--- EXERCISE DETAILS ---
Filter the entries and keep only the lines where the string "image" appears.

--- DATASET ENTRIES ---
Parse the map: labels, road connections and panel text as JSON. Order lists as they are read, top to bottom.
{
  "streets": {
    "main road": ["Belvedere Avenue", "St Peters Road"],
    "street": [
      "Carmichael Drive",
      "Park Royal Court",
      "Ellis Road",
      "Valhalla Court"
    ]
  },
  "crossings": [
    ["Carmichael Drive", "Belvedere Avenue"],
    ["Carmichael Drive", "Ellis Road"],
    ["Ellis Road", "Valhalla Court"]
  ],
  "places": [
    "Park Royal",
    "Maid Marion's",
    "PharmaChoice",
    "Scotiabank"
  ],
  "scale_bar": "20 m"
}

--

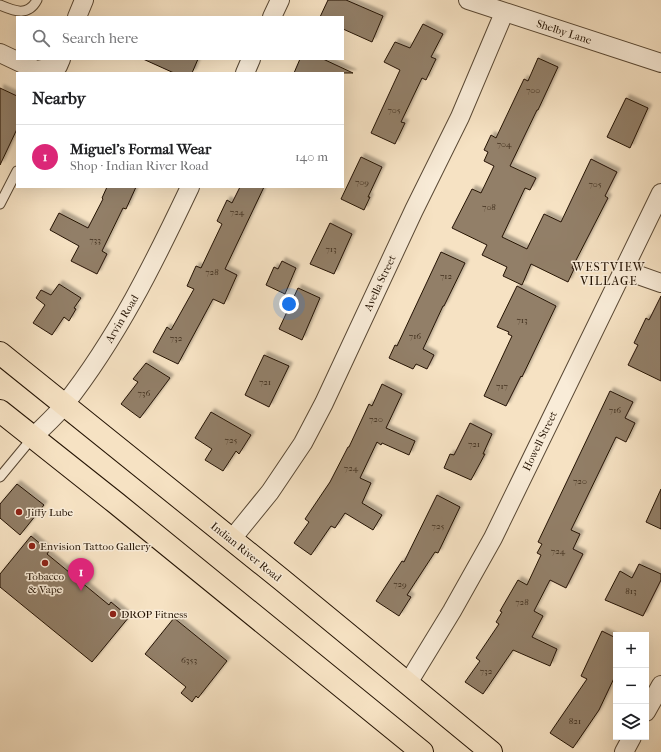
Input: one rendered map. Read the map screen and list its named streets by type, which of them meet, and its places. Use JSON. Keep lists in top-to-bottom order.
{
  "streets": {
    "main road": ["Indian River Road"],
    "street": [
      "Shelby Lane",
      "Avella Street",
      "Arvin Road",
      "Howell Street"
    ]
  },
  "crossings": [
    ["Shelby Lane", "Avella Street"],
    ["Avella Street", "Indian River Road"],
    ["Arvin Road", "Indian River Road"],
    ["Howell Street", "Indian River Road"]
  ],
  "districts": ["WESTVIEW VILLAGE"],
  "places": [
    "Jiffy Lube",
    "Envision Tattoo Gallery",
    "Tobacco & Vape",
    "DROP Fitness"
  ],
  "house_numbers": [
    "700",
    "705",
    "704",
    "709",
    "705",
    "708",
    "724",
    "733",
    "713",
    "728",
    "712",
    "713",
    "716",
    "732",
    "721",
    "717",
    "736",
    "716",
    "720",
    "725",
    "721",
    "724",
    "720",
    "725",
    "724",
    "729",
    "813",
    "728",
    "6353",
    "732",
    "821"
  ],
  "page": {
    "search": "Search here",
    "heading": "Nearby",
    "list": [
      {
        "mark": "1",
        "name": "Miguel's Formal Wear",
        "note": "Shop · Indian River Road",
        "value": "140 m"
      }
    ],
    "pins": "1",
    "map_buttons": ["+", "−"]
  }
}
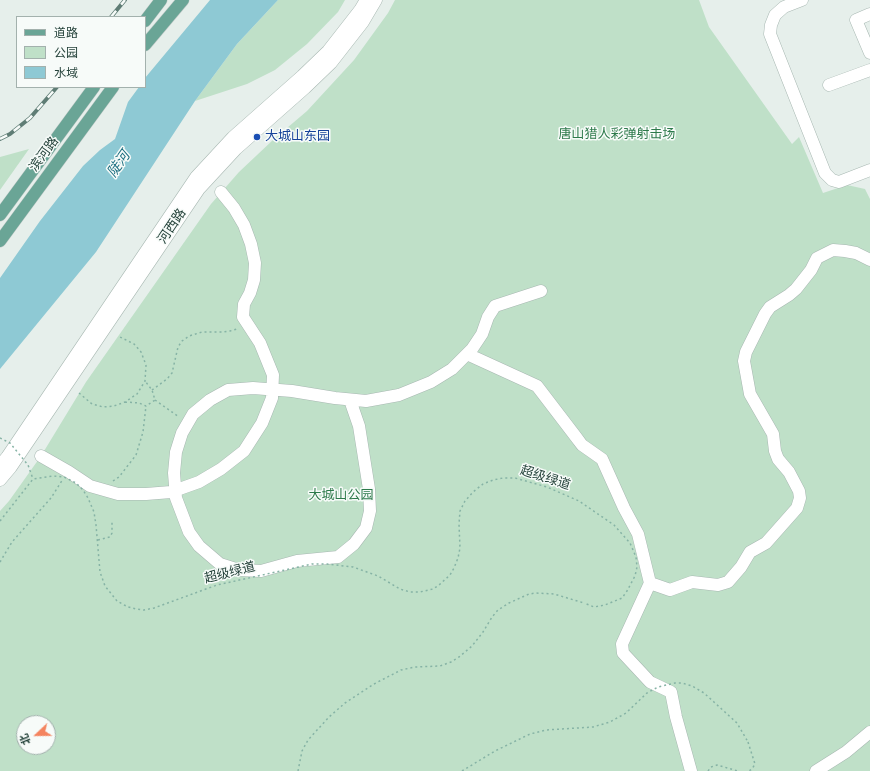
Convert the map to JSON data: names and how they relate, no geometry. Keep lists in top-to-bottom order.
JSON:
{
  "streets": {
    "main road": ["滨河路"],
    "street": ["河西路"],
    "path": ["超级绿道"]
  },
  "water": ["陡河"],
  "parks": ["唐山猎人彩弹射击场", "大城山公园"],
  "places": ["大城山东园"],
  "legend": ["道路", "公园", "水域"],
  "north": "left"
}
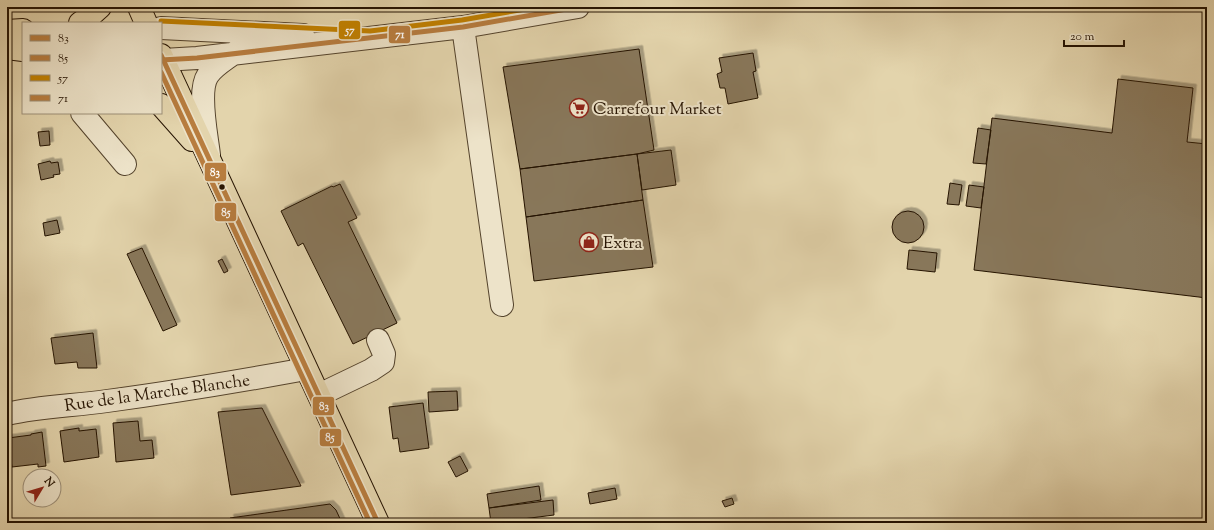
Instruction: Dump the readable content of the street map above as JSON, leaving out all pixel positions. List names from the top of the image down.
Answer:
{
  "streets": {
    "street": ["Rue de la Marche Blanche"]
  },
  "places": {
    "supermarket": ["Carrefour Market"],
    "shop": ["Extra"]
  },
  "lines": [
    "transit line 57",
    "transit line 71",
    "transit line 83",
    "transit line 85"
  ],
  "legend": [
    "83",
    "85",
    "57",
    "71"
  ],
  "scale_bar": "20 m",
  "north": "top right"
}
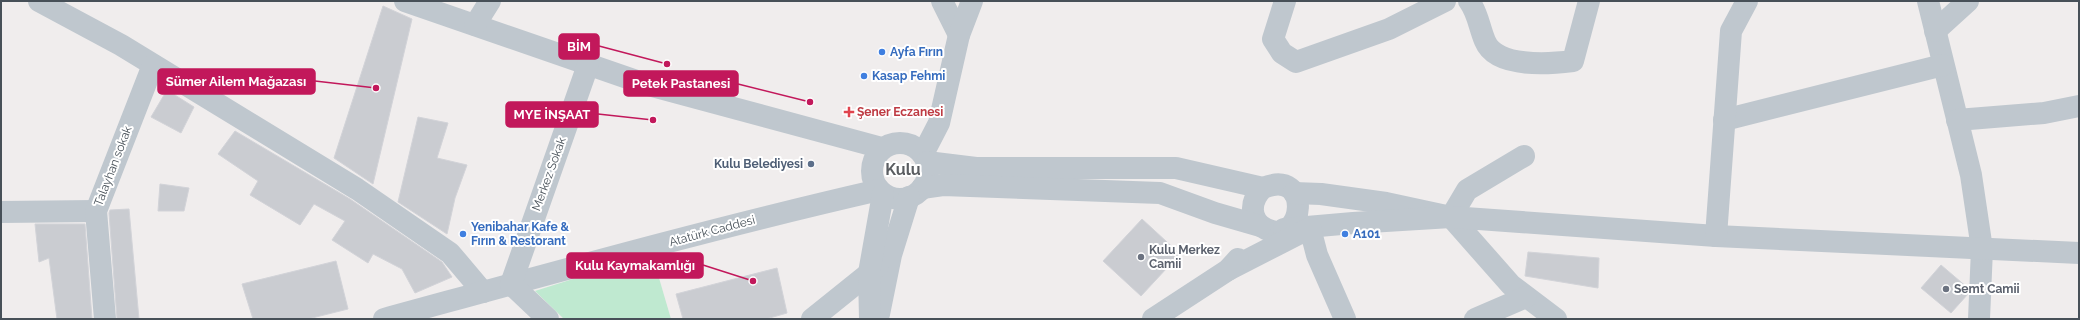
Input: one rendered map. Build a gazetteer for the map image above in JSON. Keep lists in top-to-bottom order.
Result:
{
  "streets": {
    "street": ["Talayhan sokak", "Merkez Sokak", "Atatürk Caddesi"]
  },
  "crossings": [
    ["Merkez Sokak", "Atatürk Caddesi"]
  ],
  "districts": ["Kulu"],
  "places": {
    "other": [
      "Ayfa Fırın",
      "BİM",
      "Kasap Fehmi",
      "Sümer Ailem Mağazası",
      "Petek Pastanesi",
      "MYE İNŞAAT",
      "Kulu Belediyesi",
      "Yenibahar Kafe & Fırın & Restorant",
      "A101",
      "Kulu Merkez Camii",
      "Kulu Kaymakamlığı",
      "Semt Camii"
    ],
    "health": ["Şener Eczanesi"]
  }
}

* * *

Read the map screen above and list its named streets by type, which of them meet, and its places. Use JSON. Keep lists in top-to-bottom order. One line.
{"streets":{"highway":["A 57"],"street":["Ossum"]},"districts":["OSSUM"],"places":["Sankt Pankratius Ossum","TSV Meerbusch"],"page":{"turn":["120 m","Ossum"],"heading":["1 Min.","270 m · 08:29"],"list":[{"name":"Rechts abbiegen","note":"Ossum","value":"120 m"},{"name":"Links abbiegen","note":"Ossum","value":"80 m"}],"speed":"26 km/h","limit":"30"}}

--- TASK ANSWER ---
Instruction: Dump the readable content of the street map above as JSON, leaving out all pixel positions. List names from the top of the image down.
Input: one rendered map. Build a gazetteer for the map image above in JSON. Keep lists in top-to-bottom order.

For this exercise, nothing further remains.